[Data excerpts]

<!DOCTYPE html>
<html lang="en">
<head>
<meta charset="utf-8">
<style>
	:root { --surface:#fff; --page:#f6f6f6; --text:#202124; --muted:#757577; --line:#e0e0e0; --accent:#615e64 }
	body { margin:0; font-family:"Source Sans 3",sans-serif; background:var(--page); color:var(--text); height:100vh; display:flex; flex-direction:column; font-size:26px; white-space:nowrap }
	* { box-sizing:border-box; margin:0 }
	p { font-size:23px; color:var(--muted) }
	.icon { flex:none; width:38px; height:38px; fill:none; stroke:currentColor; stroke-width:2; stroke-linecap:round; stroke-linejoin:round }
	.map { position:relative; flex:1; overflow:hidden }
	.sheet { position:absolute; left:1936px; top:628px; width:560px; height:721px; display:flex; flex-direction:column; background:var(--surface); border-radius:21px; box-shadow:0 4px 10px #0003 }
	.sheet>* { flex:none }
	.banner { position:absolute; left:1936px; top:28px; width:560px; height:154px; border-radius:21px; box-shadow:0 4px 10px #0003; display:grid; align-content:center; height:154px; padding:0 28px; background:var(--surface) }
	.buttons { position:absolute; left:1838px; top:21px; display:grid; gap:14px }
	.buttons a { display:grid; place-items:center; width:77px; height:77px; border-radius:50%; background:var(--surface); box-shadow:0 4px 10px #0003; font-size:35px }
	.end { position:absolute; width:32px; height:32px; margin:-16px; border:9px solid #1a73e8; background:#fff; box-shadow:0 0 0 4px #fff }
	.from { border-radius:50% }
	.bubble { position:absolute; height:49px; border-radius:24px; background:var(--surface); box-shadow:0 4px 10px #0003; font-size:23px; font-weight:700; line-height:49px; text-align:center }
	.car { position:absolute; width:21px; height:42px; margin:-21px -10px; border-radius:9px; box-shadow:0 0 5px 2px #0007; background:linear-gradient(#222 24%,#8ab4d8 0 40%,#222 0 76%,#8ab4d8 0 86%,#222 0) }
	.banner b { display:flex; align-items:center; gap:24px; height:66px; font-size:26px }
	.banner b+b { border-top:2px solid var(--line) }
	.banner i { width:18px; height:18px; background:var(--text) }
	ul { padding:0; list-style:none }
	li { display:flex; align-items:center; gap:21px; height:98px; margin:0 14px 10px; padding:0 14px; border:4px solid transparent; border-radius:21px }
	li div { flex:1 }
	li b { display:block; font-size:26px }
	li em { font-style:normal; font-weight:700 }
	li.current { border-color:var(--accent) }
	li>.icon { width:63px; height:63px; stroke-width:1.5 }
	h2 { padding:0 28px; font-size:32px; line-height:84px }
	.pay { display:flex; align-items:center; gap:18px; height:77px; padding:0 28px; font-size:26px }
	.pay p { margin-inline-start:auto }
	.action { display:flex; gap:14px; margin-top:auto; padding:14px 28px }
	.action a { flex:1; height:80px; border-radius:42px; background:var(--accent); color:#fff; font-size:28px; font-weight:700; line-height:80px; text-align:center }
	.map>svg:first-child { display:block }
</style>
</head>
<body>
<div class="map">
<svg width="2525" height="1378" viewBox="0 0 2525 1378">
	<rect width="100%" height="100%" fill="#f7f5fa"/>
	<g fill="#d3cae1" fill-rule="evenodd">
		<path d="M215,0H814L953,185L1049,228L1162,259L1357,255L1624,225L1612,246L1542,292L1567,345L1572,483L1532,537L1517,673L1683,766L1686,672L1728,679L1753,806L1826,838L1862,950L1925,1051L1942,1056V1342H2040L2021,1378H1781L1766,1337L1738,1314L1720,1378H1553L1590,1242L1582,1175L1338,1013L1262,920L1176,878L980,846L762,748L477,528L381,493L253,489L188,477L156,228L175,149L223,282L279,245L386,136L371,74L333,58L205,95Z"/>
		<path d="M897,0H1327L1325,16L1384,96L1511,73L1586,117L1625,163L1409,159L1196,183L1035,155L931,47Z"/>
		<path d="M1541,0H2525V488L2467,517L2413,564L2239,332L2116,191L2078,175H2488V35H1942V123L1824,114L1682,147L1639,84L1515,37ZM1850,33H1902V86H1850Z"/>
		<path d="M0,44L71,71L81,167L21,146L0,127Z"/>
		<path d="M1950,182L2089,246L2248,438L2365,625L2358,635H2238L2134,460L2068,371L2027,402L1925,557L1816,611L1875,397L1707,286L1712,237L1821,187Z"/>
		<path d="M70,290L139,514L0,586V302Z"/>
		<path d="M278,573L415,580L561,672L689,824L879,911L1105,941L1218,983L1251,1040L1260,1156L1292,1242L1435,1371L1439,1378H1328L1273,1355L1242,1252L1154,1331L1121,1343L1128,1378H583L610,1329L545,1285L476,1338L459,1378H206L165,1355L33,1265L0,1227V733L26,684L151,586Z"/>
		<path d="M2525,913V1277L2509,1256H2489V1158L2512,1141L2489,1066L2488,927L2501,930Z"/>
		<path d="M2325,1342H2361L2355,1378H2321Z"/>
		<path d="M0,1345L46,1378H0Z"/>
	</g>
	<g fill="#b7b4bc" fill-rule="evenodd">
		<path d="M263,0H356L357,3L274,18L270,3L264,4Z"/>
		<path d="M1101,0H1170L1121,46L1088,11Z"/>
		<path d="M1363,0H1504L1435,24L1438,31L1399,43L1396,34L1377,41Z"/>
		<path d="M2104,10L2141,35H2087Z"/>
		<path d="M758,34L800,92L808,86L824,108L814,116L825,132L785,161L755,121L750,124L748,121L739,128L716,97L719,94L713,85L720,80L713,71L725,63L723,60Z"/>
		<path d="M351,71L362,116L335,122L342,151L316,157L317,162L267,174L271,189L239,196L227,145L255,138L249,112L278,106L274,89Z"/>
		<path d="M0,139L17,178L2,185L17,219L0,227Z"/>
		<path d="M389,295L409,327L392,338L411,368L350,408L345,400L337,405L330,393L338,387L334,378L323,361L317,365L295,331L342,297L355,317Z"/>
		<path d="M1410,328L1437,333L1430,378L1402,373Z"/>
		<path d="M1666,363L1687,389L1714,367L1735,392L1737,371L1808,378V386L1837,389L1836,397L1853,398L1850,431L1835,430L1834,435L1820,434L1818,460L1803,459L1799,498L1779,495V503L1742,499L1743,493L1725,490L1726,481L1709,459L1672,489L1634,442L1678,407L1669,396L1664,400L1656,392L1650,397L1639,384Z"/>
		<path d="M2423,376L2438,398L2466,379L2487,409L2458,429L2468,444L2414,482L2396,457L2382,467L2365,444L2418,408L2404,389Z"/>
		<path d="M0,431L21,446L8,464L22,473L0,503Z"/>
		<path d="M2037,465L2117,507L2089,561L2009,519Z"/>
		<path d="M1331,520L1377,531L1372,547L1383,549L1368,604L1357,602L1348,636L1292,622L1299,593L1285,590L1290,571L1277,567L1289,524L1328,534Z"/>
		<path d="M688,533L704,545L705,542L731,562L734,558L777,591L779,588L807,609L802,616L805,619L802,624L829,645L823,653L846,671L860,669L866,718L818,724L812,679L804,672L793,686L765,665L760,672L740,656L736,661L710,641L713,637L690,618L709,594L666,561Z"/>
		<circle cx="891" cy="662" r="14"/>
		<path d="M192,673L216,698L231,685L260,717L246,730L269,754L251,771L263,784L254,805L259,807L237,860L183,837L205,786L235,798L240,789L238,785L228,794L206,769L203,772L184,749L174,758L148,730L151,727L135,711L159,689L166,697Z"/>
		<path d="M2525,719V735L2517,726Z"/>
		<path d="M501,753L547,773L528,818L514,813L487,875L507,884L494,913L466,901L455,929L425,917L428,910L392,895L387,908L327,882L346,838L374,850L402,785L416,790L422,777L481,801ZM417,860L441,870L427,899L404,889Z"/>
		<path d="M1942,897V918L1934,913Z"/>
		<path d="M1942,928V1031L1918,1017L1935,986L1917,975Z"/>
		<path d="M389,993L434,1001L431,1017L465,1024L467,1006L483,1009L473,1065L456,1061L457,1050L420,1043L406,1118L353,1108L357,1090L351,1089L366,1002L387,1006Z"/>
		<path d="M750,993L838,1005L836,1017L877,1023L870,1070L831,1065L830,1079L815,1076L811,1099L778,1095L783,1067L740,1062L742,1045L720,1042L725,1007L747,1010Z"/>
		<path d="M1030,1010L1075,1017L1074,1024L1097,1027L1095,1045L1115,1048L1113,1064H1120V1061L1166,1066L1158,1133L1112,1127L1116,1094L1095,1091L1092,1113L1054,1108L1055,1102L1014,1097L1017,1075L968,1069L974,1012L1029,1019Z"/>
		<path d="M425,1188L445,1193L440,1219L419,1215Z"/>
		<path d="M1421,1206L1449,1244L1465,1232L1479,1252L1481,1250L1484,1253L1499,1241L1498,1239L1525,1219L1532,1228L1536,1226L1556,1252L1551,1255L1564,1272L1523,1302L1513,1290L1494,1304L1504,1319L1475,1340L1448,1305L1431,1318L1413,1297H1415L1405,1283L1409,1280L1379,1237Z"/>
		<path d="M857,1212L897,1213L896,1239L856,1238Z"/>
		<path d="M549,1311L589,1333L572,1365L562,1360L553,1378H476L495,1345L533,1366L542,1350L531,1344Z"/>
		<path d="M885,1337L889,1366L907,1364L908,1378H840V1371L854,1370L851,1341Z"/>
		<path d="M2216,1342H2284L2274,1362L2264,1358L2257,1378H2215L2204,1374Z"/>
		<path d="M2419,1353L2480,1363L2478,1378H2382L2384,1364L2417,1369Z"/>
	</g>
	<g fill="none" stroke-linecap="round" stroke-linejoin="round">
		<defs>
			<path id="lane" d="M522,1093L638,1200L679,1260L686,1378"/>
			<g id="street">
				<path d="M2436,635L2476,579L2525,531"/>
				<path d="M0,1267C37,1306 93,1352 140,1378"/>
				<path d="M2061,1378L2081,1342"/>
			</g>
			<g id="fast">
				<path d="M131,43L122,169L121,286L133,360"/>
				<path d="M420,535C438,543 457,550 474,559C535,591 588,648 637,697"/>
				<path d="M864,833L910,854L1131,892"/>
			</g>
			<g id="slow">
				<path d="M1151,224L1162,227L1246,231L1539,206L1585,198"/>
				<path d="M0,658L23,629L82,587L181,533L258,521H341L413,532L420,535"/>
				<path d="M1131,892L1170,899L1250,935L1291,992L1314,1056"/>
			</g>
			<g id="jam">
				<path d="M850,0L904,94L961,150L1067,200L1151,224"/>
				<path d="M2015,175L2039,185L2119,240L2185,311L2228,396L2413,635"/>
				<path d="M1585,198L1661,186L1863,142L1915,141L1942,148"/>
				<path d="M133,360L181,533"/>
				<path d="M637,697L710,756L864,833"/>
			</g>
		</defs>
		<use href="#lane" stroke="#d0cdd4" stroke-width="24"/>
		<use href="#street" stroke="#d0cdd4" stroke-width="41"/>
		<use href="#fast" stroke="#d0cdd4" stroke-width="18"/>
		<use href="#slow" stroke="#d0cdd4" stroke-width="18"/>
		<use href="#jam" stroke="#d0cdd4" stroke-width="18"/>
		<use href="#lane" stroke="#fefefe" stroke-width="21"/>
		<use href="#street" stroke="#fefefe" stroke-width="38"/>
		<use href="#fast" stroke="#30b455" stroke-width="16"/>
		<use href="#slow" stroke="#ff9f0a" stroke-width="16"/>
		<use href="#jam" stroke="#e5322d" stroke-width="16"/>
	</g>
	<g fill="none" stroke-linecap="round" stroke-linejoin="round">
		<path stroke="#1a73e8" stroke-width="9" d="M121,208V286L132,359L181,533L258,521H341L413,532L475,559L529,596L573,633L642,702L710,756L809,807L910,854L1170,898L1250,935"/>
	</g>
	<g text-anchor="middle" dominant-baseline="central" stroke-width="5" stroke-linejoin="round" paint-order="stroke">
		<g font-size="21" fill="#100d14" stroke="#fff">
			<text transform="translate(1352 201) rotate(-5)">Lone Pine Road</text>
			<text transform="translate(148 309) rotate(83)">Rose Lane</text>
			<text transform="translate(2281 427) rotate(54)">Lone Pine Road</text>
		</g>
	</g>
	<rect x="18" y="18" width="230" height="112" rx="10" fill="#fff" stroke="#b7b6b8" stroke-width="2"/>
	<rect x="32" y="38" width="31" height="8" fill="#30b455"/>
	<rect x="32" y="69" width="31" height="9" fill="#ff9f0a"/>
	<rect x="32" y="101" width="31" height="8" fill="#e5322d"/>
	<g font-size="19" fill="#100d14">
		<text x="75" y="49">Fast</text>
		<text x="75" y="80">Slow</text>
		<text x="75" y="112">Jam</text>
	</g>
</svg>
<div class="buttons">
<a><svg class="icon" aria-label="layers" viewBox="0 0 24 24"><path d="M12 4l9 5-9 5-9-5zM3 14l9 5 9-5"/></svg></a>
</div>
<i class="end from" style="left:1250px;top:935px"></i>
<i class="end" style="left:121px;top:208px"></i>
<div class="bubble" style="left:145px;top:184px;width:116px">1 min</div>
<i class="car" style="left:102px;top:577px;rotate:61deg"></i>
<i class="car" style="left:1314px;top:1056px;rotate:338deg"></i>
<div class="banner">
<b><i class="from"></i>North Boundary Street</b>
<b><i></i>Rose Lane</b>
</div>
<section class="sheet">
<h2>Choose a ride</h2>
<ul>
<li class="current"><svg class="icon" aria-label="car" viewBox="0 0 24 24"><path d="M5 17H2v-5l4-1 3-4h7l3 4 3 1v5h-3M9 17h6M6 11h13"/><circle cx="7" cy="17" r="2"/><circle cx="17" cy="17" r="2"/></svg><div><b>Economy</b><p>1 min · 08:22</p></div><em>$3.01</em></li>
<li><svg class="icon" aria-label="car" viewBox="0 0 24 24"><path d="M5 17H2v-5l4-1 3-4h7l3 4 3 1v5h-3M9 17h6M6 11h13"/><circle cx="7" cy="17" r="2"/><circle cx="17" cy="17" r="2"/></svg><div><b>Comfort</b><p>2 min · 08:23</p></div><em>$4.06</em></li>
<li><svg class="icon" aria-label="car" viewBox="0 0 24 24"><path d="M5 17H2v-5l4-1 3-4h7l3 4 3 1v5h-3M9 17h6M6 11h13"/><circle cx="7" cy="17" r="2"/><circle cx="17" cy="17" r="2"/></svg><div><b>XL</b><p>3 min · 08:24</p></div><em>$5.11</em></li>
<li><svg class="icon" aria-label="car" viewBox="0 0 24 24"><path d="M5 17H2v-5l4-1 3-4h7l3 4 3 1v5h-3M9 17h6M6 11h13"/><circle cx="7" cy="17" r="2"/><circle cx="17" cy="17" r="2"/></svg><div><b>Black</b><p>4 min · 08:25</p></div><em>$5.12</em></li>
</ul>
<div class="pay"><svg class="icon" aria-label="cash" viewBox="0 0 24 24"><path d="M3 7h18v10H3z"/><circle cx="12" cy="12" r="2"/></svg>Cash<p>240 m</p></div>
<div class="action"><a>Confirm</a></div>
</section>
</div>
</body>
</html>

**What this task involves**
Quote in full each line from the top of the records above through the line with "position:relative; flex:1; overflow:hidden"; stop after that line.

**Exercise solution**
<!DOCTYPE html>
<html lang="en">
<head>
<meta charset="utf-8">
<style>
	:root { --surface:#fff; --page:#f6f6f6; --text:#202124; --muted:#757577; --line:#e0e0e0; --accent:#615e64 }
	body { margin:0; font-family:"Source Sans 3",sans-serif; background:var(--page); color:var(--text); height:100vh; display:flex; flex-direction:column; font-size:26px; white-space:nowrap }
	* { box-sizing:border-box; margin:0 }
	p { font-size:23px; color:var(--muted) }
	.icon { flex:none; width:38px; height:38px; fill:none; stroke:currentColor; stroke-width:2; stroke-linecap:round; stroke-linejoin:round }
	.map { position:relative; flex:1; overflow:hidden }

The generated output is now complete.